Concluo a triangulação às separações forçadas e regressos adiados em forma de gritos cantados com o contributo britânico de Vera Lynn no We'll Meet Again (1939), um cântico de despedida antes da frente de batalha, idealizado por Hughie Charles e Ross Parker. Os encontros-desencontros-reencontros latentes na mais famosa song inglesa dos tempos da grande guerra civil europeia que incendiou o mundo continuam vivos na nossa memória coletiva. Chegam-nos sempre que os ecos distantes da barbárie Nazi são atualizados nas contendas marciais desencadeados dia após dia, noite após noite à escala planetária, reproduzidos todos eles em direto pelos canais televisivos globais postos à nossa disposição. Instantaneamente. Hora a hora, minuto a minuto, segundo a segundo. E a nós só nos resta perguntar até quando teremos de esperar por esse sol sem sombras evocado na canção.

1 de dezembro de 2023

Conexões e ruturas ibéricas

Portugalia & Hispania

Lucas Jansz Waghenaer, Europa Ocidental, 1588

Na visão centralista dos Áustrias, Castela e Leão imperavam nos seus domínios ibéricos herdados, conquistados e comprados, com uma espada erguida na mão direita e o globo terrestre na esquerda. O brasão de armas completo de Felipe II é elucidativo dessa realidade ilusória, que alentou o sonho hegemónico espanhol desde a subida ao trono português em 1580 até à queda de Filipe IV desse mesmo trono em 1640. Um elmo central a presidir e os laterais submissos a admirá-lo, ou seja, os dragões alados luso-aragoneses a prestarem vassalagem ao leão acastelado da soberania hispânica unificada.

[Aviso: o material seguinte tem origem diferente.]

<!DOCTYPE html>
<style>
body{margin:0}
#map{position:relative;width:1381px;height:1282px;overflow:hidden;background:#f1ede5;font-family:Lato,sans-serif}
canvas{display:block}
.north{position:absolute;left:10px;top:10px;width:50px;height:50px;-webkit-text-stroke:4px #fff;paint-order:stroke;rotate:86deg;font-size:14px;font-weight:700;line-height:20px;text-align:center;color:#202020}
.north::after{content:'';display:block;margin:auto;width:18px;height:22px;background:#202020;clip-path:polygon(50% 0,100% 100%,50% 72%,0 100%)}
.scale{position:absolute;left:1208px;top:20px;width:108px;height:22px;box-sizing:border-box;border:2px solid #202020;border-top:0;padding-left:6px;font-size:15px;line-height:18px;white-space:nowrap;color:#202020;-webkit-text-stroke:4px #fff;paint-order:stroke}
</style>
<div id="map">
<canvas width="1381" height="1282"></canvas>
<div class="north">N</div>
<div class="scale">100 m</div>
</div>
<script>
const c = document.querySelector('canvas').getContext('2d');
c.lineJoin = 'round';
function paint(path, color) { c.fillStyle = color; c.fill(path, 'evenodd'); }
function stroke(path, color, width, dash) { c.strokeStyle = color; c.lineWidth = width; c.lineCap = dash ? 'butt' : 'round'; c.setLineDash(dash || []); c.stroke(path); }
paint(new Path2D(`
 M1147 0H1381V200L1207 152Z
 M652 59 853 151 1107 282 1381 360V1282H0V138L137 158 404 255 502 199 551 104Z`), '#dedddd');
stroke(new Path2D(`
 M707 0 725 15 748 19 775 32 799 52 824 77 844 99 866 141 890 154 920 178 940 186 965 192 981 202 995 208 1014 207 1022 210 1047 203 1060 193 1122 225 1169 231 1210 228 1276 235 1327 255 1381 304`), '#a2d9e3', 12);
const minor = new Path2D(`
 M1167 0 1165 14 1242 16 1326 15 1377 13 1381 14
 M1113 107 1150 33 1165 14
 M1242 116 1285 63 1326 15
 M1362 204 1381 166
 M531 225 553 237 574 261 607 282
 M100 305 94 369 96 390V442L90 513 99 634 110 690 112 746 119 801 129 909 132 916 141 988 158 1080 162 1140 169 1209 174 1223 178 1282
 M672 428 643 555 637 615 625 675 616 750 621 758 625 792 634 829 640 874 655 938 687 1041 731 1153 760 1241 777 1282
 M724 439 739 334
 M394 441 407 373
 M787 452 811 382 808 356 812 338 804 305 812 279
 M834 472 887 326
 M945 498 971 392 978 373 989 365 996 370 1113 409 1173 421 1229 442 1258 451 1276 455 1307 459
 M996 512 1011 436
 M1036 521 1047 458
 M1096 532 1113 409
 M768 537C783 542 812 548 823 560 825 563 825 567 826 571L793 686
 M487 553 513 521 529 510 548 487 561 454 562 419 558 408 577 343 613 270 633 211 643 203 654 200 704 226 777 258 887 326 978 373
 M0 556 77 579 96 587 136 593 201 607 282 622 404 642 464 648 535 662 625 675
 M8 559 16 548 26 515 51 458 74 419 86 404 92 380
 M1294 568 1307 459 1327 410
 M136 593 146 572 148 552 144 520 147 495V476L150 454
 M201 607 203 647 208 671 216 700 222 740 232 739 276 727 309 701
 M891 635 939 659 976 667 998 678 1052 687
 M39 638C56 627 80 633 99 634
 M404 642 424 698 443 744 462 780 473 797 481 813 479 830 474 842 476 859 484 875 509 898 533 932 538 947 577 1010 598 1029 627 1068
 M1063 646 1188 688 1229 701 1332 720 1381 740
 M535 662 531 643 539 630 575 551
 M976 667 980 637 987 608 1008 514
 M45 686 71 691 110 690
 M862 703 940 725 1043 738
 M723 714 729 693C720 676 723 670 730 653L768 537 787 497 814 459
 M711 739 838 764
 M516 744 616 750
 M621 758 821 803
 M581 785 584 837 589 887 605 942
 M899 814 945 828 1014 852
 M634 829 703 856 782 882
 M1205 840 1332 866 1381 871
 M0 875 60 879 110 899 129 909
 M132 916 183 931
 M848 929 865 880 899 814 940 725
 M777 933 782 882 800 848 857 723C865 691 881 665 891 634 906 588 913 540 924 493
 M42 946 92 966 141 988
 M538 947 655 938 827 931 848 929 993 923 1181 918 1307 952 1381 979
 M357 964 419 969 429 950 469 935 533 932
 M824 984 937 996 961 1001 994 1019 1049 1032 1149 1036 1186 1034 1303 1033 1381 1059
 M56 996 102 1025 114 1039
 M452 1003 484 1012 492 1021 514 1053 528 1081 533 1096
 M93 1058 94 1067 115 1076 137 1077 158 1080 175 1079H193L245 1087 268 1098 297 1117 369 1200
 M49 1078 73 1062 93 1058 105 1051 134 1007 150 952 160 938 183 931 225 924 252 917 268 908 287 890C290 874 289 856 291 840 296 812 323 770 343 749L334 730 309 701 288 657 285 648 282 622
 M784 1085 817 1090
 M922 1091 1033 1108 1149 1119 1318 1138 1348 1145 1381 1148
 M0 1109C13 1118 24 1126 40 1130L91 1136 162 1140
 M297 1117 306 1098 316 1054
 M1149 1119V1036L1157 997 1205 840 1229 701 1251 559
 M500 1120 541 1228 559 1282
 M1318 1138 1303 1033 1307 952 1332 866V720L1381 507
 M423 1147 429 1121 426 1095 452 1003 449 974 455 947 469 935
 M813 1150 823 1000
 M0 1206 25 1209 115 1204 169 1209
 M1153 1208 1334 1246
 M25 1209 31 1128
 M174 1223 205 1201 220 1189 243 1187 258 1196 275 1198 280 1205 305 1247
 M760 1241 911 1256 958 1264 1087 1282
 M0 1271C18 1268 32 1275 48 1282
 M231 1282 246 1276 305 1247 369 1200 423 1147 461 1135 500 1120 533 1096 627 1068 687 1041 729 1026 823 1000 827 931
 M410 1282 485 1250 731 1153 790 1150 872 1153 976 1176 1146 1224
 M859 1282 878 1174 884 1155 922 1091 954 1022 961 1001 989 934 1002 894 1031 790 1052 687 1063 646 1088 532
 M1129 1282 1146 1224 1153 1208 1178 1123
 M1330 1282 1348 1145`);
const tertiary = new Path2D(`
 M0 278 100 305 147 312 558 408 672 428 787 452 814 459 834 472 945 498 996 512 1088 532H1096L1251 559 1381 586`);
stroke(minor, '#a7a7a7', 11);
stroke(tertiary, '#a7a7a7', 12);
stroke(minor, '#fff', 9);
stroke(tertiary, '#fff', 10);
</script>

Trezentos e cinquenta e cinco anos após a assinatura do tratado de Madrid em 1668, que pôs termo a vinte e oito anos de guerra (da Aclamação lhe chamaram na altura e da Restauração em tempos mais recentes), voltou a ouvir-se falar com insistência na hipotética reversão desta separação peninsular. Desconheço ao certo quantos portugueses aceitariam de bom grado esta segunda união ibérica, muito embora algumas sondagens de opinião efetuadas no país vizinho afirmem ser francamente favoráveis. Duvido. Presumo que o grau de aceitação espanhola possa ser superior à nossa. Alvitro.

As vantagens duma tal associação até poderiam ser úteis para ambas as partes, se entretanto as querelas separatistas que continuam a grassar do lado de da fronteira fossem debeladas de vez e as reservas levantadas do lado de cá não agudizassem ainda mais a situação. O problema da centralidade de Madrid (em detrimento de Lisboa/Barcelona), o predomínio do castelhano (em concorrência com o português/catalão), o regime político adotado (em oposição à república/monarquia). Admitir por fim que a unidade desejada terá de passar por um modelo federativo de estados independentes entre si.

Celebra-se hoje a independência da Casa de Bragança face à Casa de Áustria, efeméride festejada efusivamente pelos saudosistas duma Monarquia extinta e olhada com indiferença pelos cidadãos comuns da República vigente. Neste mesmo dia de há cinco anos, frui em Sevilha a chegada da reforma, aposentação ou jubilação, como se lhe queira chamar, consoante o gosto de cada um ou a casta profissional a que se pertença. Independência lhe chamo eu. Sem feriado nacional, sem drama pessoal, sem vivas ou bota-abaixo. Recebi-a de ânimo leve, braços abertos e votos de boas-vindas.